**SUPPLIED RECORDS:**
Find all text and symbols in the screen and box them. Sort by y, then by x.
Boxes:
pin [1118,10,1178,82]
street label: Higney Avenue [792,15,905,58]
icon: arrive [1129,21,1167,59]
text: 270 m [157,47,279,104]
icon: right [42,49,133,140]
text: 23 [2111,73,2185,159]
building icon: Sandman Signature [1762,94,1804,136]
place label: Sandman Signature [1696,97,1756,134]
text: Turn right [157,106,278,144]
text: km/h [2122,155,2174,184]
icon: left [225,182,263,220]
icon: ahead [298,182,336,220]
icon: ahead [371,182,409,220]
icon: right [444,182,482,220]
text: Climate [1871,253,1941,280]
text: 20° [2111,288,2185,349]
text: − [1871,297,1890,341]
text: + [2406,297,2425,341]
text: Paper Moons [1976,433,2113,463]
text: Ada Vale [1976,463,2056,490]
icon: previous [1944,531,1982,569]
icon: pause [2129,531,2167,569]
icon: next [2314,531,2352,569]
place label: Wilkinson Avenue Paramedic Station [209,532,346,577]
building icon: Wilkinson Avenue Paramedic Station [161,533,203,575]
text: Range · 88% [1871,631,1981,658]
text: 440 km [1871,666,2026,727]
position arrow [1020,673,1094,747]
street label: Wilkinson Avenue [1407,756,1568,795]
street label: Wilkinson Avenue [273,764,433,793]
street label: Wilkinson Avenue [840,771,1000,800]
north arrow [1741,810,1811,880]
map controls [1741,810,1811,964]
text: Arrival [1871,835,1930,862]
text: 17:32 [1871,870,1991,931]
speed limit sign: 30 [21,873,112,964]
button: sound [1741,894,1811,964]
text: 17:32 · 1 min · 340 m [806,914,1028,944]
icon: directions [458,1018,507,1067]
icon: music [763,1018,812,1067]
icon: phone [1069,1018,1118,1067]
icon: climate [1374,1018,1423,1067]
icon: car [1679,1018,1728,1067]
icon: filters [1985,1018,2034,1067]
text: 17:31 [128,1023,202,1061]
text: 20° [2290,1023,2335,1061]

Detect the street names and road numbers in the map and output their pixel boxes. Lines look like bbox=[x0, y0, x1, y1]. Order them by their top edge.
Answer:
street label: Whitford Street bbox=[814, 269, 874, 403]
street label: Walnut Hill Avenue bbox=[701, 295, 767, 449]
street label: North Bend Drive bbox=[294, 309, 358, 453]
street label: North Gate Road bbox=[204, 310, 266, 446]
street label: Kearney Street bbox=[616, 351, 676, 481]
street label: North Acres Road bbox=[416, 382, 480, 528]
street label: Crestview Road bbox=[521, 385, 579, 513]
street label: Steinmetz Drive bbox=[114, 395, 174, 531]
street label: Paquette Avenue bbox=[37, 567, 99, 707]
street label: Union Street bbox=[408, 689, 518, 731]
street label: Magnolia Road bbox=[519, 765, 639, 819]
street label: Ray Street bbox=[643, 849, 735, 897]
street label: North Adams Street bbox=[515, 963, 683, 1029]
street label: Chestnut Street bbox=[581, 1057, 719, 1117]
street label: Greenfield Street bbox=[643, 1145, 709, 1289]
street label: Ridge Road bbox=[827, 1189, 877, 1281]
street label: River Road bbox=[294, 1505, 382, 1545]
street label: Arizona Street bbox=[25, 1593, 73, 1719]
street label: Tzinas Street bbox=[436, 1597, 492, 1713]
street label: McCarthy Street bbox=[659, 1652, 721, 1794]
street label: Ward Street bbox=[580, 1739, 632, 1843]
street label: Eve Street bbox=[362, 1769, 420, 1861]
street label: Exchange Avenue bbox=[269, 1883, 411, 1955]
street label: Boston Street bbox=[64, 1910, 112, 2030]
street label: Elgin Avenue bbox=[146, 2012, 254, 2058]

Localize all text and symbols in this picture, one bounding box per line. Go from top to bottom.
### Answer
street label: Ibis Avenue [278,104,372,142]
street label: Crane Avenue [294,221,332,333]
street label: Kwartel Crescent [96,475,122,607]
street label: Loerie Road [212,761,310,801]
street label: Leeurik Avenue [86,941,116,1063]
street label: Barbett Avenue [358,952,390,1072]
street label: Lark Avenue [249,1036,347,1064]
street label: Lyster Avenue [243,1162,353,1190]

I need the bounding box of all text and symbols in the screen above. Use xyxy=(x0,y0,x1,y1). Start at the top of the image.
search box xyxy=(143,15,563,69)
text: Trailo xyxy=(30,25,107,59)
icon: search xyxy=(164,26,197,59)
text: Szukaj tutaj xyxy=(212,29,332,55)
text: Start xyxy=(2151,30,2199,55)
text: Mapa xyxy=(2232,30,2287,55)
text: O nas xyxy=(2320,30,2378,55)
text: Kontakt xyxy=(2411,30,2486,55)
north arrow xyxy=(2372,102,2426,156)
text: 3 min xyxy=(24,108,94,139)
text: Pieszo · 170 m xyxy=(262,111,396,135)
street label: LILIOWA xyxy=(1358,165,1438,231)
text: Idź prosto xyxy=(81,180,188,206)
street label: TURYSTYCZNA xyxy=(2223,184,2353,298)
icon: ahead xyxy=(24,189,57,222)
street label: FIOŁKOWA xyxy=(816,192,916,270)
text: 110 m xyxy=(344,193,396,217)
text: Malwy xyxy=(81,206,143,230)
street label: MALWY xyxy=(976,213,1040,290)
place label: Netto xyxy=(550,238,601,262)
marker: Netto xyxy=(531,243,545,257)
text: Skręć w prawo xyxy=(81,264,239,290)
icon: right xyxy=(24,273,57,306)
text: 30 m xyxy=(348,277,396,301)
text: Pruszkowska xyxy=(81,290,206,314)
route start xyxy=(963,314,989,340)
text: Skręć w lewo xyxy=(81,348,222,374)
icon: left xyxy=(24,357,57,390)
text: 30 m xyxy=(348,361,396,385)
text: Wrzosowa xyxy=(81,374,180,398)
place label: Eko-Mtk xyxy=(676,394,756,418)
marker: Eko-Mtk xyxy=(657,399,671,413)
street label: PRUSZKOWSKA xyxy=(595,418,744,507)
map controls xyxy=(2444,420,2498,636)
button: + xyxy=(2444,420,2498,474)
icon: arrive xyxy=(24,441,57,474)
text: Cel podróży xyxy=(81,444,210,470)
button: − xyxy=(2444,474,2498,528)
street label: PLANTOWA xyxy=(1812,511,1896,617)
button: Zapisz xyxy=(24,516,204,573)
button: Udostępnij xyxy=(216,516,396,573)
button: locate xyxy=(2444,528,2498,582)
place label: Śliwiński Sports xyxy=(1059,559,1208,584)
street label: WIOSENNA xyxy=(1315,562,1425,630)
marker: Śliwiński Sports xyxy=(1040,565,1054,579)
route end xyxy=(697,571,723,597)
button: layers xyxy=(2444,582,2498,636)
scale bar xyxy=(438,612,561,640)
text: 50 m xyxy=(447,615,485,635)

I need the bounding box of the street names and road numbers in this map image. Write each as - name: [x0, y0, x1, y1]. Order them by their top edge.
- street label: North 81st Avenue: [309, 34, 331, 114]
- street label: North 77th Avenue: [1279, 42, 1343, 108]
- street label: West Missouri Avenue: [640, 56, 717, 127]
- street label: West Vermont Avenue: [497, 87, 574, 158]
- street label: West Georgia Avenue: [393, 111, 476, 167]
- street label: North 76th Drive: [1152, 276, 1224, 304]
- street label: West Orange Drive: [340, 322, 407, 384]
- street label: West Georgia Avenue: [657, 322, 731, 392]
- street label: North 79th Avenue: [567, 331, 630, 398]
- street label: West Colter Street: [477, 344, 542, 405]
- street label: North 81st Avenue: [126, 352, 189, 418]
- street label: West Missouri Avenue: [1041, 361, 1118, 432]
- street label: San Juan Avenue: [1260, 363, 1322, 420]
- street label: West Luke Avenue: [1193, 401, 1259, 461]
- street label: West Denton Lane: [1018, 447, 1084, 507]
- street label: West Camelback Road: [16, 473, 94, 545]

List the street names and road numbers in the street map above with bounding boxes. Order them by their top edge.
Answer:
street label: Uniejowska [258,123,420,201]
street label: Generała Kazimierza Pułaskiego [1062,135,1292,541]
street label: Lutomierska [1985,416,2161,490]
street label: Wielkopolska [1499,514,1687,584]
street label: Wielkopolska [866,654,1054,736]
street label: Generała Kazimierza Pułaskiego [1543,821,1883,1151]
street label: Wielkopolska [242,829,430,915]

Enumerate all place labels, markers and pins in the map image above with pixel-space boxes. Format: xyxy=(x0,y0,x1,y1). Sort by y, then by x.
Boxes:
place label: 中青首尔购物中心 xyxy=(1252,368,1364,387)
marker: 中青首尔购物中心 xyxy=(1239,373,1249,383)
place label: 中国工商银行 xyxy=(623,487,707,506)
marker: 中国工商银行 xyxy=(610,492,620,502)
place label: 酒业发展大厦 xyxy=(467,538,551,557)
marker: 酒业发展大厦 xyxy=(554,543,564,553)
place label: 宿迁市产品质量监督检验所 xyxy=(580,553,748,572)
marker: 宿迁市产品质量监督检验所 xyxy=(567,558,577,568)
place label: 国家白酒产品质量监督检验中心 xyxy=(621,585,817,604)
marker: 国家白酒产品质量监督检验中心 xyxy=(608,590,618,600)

**WHAT IS NEEDED:** From the material above, retype precisely the lines between the line holding "Detect the street" and the line holding "Localize all text", inclusive, and nothing beyond them.

**EXERCISE RESULT:**
Detect the street names and road numbers in the map and output their pixel boxes. Lines look like bbox=[x0, y0, x1, y1]. Order them by their top edge.
Answer:
street label: Whitford Street bbox=[814, 269, 874, 403]
street label: Walnut Hill Avenue bbox=[701, 295, 767, 449]
street label: North Bend Drive bbox=[294, 309, 358, 453]
street label: North Gate Road bbox=[204, 310, 266, 446]
street label: Kearney Street bbox=[616, 351, 676, 481]
street label: North Acres Road bbox=[416, 382, 480, 528]
street label: Crestview Road bbox=[521, 385, 579, 513]
street label: Steinmetz Drive bbox=[114, 395, 174, 531]
street label: Paquette Avenue bbox=[37, 567, 99, 707]
street label: Union Street bbox=[408, 689, 518, 731]
street label: Magnolia Road bbox=[519, 765, 639, 819]
street label: Ray Street bbox=[643, 849, 735, 897]
street label: North Adams Street bbox=[515, 963, 683, 1029]
street label: Chestnut Street bbox=[581, 1057, 719, 1117]
street label: Greenfield Street bbox=[643, 1145, 709, 1289]
street label: Ridge Road bbox=[827, 1189, 877, 1281]
street label: River Road bbox=[294, 1505, 382, 1545]
street label: Arizona Street bbox=[25, 1593, 73, 1719]
street label: Tzinas Street bbox=[436, 1597, 492, 1713]
street label: McCarthy Street bbox=[659, 1652, 721, 1794]
street label: Ward Street bbox=[580, 1739, 632, 1843]
street label: Eve Street bbox=[362, 1769, 420, 1861]
street label: Exchange Avenue bbox=[269, 1883, 411, 1955]
street label: Boston Street bbox=[64, 1910, 112, 2030]
street label: Elgin Avenue bbox=[146, 2012, 254, 2058]

Localize all text and symbols in this picture, one bounding box per line. Go from top to bottom.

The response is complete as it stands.